Chen Jie, Yan Alice Shijia
Department of Health Policy and Management, School of Public Health, University of Maryland, College Park, MD.
The Hospital And Public health InterdisciPlinarY research (HAPPY) Lab, School of Public Health, University of Maryland, College Park, MD.
Med Care. 2025 Mar 1;63(3):227-233. doi: 10.1097/MLR.0000000000002110. Epub 2025 Jan 3.
To understand the variation in artificial intelligence/machine learning (AI/ML) adoption across different hospital characteristics and explore how AI/ML is utilized, particularly in relation to neighborhood deprivation.
AI/ML-assisted care coordination has the potential to reduce health disparities, but there is a lack of empirical evidence on AI's impact on health equity.
We used linked datasets from the 2022 American Hospital Association Annual Survey and the 2023 American Hospital Association Information Technology Supplement. The data were further linked to the 2022 Area Deprivation Index (ADI) for each hospital's service area. State fixed-effect regressions were employed. A decomposition model was also used to quantify predictors of AI/ML implementation, comparing hospitals in higher versus lower ADI areas.
Hospitals serving the most vulnerable areas (ADI Q4) were significantly less likely to apply ML or other predictive models (coef = -0.10, P = 0.01) and provided fewer AI/ML-related workforce applications (coef = -0.40, P = 0.01), compared with those in the least vulnerable areas. Decomposition results showed that our model specifications explained 79% of the variation in AI/ML adoption between hospitals in ADI Q4 versus ADI Q1-Q3. In addition, Accountable Care Organization affiliation accounted for 12%-25% of differences in AI/ML utilization across various measures.
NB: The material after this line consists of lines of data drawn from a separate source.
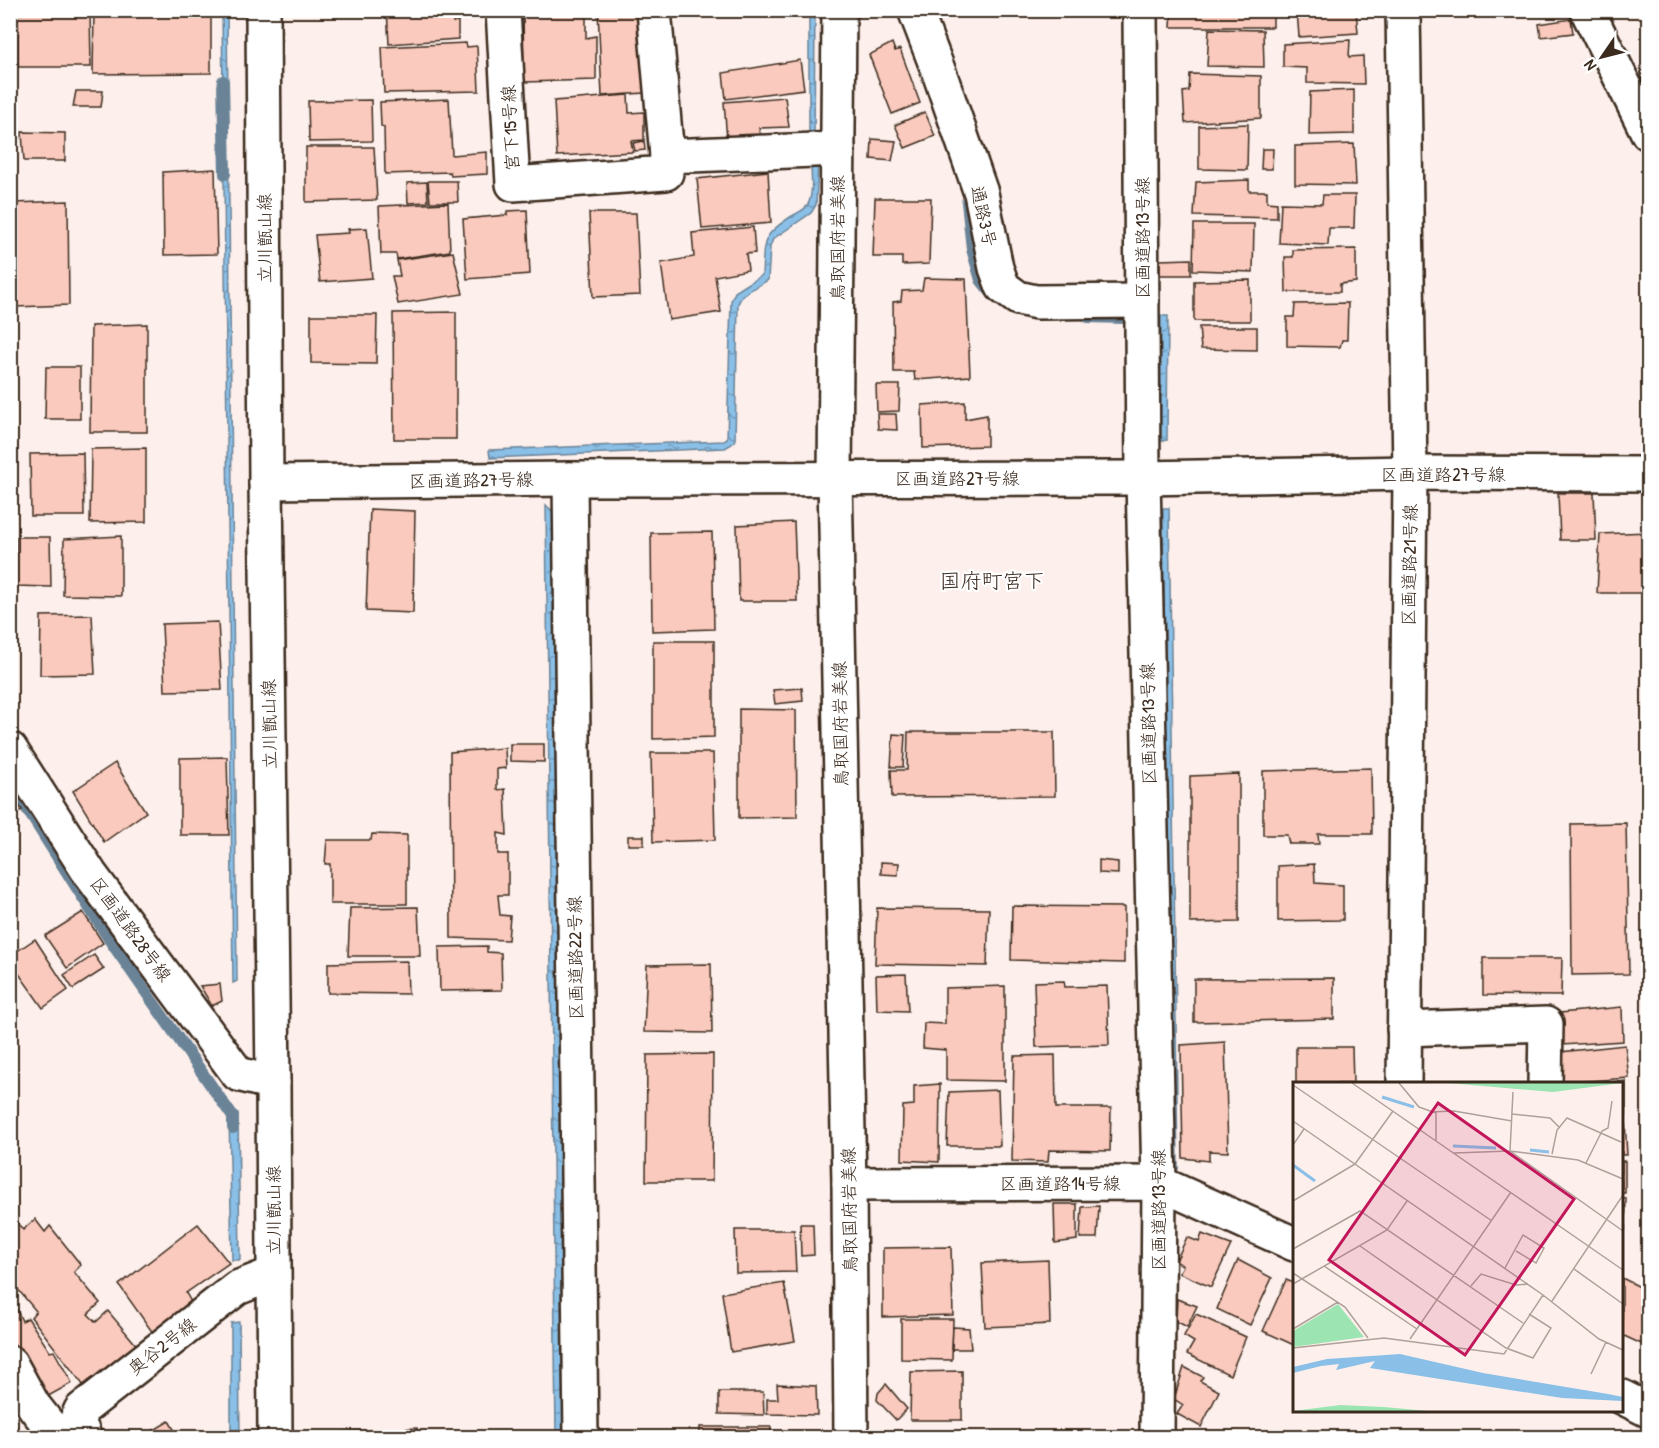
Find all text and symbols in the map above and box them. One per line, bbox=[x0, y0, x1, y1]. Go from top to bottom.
north arrow bbox=[1572, 27, 1632, 87]
text: N bbox=[1578, 55, 1601, 75]
street label: 宮下15号線 bbox=[495, 84, 525, 172]
street label: 鳥取国府岩美線 bbox=[825, 175, 850, 301]
street label: 区画道路13号線 bbox=[1130, 177, 1155, 299]
street label: 通路3号 bbox=[965, 183, 1003, 249]
street label: 立川甑山線 bbox=[252, 193, 277, 283]
street label: 区画道路27号線 bbox=[1380, 462, 1506, 487]
street label: 区画道路27号線 bbox=[408, 466, 534, 494]
street label: 区画道路27号線 bbox=[894, 466, 1020, 491]
street label: 区画道路21号線 bbox=[1395, 503, 1423, 627]
district label: 国府町宮下 bbox=[940, 566, 1045, 595]
street label: 鳥取国府岩美線 bbox=[826, 661, 854, 787]
street label: 区画道路13号線 bbox=[1134, 662, 1162, 786]
street label: 立川甑山線 bbox=[256, 679, 282, 769]
street label: 区画道路28号線 bbox=[84, 871, 178, 987]
street label: 区画道路22号線 bbox=[561, 895, 589, 1021]
inset map bbox=[1293, 1082, 1623, 1412]
street label: 鳥取国府岩美線 bbox=[835, 1147, 863, 1273]
street label: 区画道路13号線 bbox=[1146, 1149, 1171, 1271]
street label: 立川甑山線 bbox=[261, 1165, 286, 1255]
street label: 区画道路14号線 bbox=[999, 1171, 1121, 1196]
street label: 奥谷2号線 bbox=[123, 1311, 201, 1381]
The underuse of AI/ML in economically disadvantaged and rural areas, particularly in workforce management and electronic health record implementation, suggests that these communities may not fully benefit from advancements in AI-enabled health care. Our results further indicate that value-based payment models could be strategically used to support AI integration.
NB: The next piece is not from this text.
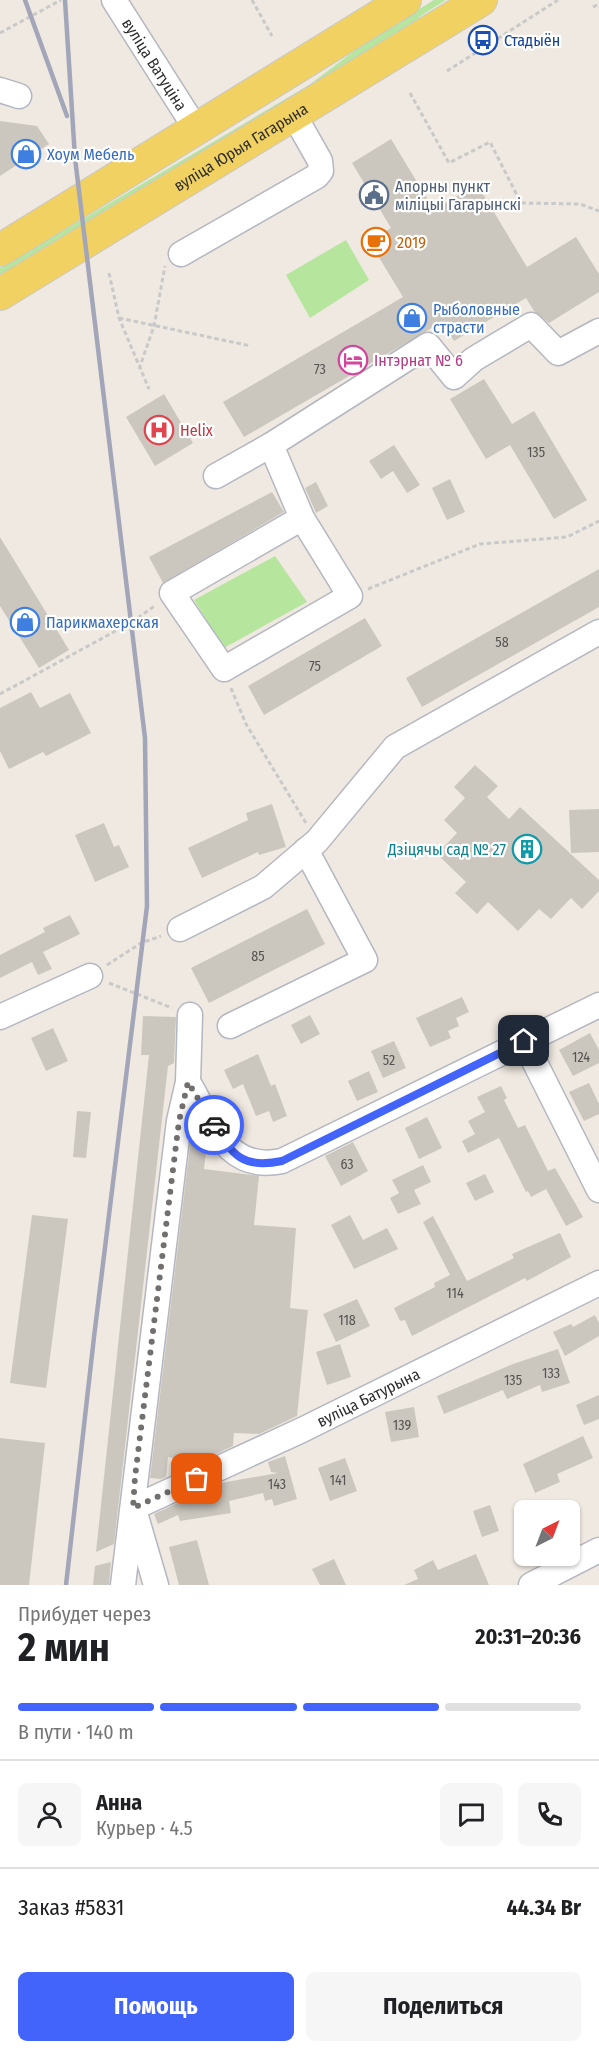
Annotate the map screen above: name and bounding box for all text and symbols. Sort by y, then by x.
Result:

了解不同医院特征下人工智能/机器学习(AI/ML)应用的差异,并探讨AI/ML的利用方式,特别是与社区贫困程度的关系。
AI/ML辅助的护理协调有减少健康差距的潜力,但缺乏关于AI对健康公平影响的实证证据。
我们使用了来自2022年美国医院协会年度调查和2023年美国医院协会信息技术补充调查的关联数据集。这些数据进一步与每家医院服务区域的2022年地区贫困指数(ADI)相关联。采用了州固定效应回归。还使用了一个分解模型来量化AI/ML实施的预测因素,比较高ADI地区和低ADI地区的医院。
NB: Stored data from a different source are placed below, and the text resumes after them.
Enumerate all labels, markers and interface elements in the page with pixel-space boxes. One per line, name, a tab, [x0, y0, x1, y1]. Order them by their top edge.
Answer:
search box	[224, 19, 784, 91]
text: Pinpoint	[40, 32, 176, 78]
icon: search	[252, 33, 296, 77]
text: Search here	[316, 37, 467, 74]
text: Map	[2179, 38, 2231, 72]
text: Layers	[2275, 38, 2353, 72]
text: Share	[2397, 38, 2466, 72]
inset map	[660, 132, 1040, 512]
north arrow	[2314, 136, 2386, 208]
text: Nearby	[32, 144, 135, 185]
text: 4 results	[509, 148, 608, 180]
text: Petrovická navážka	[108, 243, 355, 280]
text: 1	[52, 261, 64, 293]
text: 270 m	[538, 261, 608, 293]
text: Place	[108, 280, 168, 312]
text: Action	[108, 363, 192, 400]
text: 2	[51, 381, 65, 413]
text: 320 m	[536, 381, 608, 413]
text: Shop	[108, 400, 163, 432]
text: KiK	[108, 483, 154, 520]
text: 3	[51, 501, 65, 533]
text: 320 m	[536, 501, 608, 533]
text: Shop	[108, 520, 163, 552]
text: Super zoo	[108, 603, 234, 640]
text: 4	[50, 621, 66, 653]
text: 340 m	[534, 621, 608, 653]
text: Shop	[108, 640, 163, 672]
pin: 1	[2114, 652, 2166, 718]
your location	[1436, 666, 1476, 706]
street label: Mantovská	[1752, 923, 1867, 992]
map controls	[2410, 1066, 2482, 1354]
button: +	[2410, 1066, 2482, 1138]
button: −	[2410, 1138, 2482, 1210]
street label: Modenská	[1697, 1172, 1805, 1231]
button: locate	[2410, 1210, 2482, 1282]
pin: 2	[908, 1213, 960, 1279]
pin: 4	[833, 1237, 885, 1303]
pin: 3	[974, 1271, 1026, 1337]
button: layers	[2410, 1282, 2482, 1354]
与最不易受影响地区的医院相比,为最脆弱地区(ADI第四季度)服务的医院应用ML或其他预测模型的可能性显著降低(系数=-0.10,P=0.01),且提供的与AI/ML相关的劳动力应用较少(系数=-0.40,P=0.01)。分解结果表明,我们的模型规格解释了ADI第四季度与ADI第一至第三季度医院之间AI/ML应用差异的79%。此外,负责医疗组织的隶属关系在各项措施中占AI/ML利用差异的12%-25%。
经济弱势和农村地区对AI/ML的利用不足,特别是在劳动力管理和电子健康记录实施方面,表明这些社区可能无法充分受益于人工智能支持的医疗保健进步。我们的结果进一步表明,基于价值的支付模式可被战略性地用于支持AI整合。